● **What needs to be done**: Give back exactly the lines of the data below, starting with the line that has "ctx.strokeStyle = color;" and going on through the line that has "M858,478L1002,600L875,701L730,573Z".

Given data START

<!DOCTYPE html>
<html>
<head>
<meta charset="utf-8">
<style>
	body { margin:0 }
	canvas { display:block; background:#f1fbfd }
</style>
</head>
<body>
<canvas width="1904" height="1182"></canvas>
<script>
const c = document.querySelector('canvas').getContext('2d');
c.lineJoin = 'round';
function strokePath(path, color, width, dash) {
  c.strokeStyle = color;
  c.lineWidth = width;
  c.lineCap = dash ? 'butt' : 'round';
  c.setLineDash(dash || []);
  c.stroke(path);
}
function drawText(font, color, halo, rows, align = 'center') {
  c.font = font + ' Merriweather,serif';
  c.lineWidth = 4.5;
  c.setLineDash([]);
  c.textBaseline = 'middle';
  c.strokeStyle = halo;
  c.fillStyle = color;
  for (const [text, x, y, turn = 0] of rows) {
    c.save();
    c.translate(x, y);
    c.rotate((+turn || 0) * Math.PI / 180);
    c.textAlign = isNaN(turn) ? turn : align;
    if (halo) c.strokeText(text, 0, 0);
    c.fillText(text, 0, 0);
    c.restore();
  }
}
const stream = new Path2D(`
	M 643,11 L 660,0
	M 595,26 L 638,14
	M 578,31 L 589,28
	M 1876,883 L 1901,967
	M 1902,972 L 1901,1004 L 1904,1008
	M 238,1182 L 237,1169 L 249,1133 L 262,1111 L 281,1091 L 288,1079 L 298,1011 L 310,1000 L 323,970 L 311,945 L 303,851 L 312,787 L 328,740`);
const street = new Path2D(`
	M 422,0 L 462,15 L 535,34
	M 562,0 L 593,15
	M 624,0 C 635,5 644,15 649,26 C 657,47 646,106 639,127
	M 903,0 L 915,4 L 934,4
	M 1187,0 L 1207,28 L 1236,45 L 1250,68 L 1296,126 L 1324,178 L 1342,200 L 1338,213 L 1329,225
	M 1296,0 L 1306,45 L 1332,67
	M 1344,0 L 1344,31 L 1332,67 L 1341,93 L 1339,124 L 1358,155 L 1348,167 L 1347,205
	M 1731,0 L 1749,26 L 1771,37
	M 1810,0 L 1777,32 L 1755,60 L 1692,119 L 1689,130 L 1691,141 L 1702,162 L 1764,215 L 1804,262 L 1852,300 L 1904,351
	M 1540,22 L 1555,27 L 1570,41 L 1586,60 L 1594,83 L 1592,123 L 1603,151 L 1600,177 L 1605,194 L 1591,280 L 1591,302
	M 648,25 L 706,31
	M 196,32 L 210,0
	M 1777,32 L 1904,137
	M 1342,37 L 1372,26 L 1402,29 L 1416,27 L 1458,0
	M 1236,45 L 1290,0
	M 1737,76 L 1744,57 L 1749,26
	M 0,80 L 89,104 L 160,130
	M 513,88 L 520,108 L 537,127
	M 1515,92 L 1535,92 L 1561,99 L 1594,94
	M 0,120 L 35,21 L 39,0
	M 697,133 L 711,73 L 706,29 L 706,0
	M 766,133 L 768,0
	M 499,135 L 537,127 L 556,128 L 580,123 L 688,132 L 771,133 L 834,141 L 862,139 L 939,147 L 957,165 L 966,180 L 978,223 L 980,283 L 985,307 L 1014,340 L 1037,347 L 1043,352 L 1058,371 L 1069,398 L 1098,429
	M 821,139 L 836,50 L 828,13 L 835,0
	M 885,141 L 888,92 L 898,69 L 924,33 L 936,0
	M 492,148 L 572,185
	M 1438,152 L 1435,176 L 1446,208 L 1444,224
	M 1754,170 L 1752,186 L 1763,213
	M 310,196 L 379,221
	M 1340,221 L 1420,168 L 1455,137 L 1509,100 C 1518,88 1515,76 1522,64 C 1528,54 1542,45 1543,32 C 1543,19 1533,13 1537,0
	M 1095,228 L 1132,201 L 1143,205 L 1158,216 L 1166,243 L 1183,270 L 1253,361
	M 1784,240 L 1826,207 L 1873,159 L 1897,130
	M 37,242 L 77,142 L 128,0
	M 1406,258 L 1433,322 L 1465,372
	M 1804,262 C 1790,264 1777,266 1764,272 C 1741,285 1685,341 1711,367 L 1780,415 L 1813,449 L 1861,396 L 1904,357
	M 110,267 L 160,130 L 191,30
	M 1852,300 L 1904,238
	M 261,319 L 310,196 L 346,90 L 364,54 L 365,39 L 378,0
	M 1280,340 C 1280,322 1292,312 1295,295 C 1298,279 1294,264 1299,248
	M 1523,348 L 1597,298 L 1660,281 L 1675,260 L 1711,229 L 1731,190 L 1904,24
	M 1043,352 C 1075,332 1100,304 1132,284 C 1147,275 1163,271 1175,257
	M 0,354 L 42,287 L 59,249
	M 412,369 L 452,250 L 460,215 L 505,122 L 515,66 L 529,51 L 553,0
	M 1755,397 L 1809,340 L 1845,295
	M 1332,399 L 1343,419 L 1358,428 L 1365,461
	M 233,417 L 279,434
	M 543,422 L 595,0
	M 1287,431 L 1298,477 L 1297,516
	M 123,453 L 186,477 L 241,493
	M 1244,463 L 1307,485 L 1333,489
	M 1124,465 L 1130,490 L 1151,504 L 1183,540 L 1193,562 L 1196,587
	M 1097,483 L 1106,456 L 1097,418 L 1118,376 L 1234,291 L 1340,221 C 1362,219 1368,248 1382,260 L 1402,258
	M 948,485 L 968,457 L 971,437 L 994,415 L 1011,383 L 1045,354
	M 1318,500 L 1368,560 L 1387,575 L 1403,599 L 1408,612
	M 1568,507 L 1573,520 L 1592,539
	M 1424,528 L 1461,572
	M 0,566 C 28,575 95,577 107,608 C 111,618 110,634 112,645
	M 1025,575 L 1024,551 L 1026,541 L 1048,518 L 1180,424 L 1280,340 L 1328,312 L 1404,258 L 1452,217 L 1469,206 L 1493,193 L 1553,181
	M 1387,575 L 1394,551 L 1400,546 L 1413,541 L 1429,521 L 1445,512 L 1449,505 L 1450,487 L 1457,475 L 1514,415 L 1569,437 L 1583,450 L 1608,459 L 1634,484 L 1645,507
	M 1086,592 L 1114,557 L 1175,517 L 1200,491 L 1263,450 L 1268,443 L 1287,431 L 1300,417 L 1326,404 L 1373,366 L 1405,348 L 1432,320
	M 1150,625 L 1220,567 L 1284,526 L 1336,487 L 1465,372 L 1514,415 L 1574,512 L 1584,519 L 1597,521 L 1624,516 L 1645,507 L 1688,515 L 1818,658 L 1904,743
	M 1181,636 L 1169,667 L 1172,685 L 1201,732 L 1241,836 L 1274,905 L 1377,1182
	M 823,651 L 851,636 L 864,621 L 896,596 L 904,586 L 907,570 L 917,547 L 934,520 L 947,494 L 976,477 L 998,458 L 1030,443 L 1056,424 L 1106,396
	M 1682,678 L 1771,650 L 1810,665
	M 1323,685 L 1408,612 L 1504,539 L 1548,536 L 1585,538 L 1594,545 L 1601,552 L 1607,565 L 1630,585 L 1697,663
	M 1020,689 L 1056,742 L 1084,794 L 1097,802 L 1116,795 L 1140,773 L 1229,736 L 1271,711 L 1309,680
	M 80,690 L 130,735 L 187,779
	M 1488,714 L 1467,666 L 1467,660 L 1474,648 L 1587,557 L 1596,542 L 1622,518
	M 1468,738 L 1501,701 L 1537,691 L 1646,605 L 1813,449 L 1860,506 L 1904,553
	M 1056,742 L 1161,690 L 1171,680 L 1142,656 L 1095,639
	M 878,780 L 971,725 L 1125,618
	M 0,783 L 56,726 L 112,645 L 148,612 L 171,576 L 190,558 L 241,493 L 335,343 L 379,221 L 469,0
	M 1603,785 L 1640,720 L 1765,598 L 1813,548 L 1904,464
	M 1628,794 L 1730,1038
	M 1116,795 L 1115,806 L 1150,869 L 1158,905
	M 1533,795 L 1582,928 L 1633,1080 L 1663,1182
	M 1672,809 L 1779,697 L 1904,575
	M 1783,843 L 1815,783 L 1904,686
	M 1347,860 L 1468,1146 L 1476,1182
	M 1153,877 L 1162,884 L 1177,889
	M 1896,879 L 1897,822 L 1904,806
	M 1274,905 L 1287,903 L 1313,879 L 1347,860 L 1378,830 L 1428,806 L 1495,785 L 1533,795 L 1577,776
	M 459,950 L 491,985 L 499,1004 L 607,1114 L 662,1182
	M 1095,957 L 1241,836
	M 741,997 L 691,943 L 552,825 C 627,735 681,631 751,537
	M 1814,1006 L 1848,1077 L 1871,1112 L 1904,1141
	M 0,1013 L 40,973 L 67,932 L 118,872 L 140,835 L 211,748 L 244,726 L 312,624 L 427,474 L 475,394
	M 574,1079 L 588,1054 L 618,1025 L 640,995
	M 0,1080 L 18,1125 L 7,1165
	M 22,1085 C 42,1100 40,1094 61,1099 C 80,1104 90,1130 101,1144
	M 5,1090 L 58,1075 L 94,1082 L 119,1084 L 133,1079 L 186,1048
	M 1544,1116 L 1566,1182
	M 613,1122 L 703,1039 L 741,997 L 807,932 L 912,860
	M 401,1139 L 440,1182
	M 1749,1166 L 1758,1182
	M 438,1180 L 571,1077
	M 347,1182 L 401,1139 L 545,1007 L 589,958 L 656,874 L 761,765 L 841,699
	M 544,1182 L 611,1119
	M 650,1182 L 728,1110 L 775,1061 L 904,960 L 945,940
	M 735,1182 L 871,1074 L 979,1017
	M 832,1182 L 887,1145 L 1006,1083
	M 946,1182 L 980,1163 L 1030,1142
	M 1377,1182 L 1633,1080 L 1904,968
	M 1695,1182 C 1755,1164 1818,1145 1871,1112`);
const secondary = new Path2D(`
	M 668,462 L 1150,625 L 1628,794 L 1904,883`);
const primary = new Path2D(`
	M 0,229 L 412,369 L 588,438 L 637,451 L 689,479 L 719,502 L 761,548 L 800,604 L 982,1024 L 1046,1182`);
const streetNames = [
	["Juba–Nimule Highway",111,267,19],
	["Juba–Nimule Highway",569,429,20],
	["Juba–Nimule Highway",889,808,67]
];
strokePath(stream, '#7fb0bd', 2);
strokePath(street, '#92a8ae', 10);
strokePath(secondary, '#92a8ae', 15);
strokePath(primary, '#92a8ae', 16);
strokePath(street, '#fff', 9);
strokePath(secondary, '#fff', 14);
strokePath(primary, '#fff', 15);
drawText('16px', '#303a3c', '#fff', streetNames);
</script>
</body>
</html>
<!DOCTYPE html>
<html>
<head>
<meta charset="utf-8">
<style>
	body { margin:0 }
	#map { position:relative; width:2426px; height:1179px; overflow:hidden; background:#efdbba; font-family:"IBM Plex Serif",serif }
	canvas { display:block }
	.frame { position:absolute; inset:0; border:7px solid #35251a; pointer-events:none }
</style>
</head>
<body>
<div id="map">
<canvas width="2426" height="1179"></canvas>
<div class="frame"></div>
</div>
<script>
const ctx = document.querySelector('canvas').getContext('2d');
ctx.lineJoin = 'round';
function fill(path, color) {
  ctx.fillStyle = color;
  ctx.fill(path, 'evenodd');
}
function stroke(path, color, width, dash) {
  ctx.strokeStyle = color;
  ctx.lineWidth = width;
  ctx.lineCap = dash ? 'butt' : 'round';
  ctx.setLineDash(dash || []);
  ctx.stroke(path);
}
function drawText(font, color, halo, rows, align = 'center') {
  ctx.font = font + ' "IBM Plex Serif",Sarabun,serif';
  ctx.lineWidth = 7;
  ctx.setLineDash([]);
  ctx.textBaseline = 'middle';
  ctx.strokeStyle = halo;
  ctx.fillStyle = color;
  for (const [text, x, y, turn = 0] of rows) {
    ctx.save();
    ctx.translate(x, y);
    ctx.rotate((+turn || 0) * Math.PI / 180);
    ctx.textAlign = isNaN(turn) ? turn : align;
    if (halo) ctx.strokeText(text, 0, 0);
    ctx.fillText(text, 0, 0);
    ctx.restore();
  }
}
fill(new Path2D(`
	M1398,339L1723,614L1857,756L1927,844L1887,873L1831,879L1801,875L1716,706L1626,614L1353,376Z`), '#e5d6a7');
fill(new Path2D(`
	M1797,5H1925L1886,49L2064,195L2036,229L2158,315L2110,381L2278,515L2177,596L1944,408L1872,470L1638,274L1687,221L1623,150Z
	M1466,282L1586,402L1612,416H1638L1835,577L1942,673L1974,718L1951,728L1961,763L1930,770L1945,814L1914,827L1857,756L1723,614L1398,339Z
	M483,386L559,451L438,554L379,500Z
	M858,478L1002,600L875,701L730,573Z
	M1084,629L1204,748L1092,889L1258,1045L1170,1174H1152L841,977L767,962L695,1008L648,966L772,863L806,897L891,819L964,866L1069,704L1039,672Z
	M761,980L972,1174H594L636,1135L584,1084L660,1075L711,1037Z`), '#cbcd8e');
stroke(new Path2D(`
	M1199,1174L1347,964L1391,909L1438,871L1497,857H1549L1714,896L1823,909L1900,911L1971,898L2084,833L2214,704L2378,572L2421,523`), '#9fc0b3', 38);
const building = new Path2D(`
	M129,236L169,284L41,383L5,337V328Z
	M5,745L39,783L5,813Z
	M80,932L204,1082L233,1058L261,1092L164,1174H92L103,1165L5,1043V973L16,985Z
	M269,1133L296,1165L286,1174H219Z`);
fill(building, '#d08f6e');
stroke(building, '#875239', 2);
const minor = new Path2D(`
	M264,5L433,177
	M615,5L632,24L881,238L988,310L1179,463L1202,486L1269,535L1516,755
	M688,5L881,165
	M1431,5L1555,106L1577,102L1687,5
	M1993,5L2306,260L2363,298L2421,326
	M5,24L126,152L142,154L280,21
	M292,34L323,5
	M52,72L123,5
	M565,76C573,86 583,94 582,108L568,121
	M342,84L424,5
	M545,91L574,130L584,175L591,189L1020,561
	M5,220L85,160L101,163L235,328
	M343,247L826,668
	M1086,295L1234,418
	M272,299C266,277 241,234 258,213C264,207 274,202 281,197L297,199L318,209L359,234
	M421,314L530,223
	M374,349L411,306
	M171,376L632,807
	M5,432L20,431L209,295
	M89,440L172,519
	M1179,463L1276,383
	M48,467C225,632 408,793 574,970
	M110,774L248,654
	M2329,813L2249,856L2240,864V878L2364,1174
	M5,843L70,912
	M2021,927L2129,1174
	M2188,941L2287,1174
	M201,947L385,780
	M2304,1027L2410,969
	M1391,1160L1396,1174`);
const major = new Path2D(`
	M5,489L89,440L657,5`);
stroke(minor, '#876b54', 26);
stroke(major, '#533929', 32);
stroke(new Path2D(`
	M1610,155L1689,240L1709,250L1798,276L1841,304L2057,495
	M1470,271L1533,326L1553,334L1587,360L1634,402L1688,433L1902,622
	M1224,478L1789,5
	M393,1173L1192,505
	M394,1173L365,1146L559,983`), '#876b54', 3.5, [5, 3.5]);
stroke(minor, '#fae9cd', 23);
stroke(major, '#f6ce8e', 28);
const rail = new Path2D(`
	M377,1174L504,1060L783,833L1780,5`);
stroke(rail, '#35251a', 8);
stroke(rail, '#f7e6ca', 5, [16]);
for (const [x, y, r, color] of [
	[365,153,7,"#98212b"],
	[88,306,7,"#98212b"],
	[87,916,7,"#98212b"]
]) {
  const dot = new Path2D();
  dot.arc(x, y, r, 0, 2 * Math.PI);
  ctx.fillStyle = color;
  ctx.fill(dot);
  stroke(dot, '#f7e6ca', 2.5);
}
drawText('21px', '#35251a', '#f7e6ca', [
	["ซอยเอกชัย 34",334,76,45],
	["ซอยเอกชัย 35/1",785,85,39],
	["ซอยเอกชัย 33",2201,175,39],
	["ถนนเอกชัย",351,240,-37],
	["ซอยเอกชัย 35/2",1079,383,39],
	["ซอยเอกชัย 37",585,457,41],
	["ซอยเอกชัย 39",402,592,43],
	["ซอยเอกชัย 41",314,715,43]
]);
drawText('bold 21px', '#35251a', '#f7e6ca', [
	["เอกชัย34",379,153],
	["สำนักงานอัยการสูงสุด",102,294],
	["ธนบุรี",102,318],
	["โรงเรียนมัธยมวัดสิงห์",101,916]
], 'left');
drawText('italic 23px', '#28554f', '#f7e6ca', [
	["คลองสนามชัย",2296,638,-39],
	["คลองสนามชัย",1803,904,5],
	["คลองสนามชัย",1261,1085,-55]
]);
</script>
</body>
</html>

Given data END

● **Written answer**:
  ctx.strokeStyle = color;
  ctx.lineWidth = width;
  ctx.lineCap = dash ? 'butt' : 'round';
  ctx.setLineDash(dash || []);
  ctx.stroke(path);
}
function drawText(font, color, halo, rows, align = 'center') {
  ctx.font = font + ' "IBM Plex Serif",Sarabun,serif';
  ctx.lineWidth = 7;
  ctx.setLineDash([]);
  ctx.textBaseline = 'middle';
  ctx.strokeStyle = halo;
  ctx.fillStyle = color;
  for (const [text, x, y, turn = 0] of rows) {
    ctx.save();
    ctx.translate(x, y);
    ctx.rotate((+turn || 0) * Math.PI / 180);
    ctx.textAlign = isNaN(turn) ? turn : align;
    if (halo) ctx.strokeText(text, 0, 0);
    ctx.fillText(text, 0, 0);
    ctx.restore();
  }
}
fill(new Path2D(`
	M1398,339L1723,614L1857,756L1927,844L1887,873L1831,879L1801,875L1716,706L1626,614L1353,376Z`), '#e5d6a7');
fill(new Path2D(`
	M1797,5H1925L1886,49L2064,195L2036,229L2158,315L2110,381L2278,515L2177,596L1944,408L1872,470L1638,274L1687,221L1623,150Z
	M1466,282L1586,402L1612,416H1638L1835,577L1942,673L1974,718L1951,728L1961,763L1930,770L1945,814L1914,827L1857,756L1723,614L1398,339Z
	M483,386L559,451L438,554L379,500Z
	M858,478L1002,600L875,701L730,573Z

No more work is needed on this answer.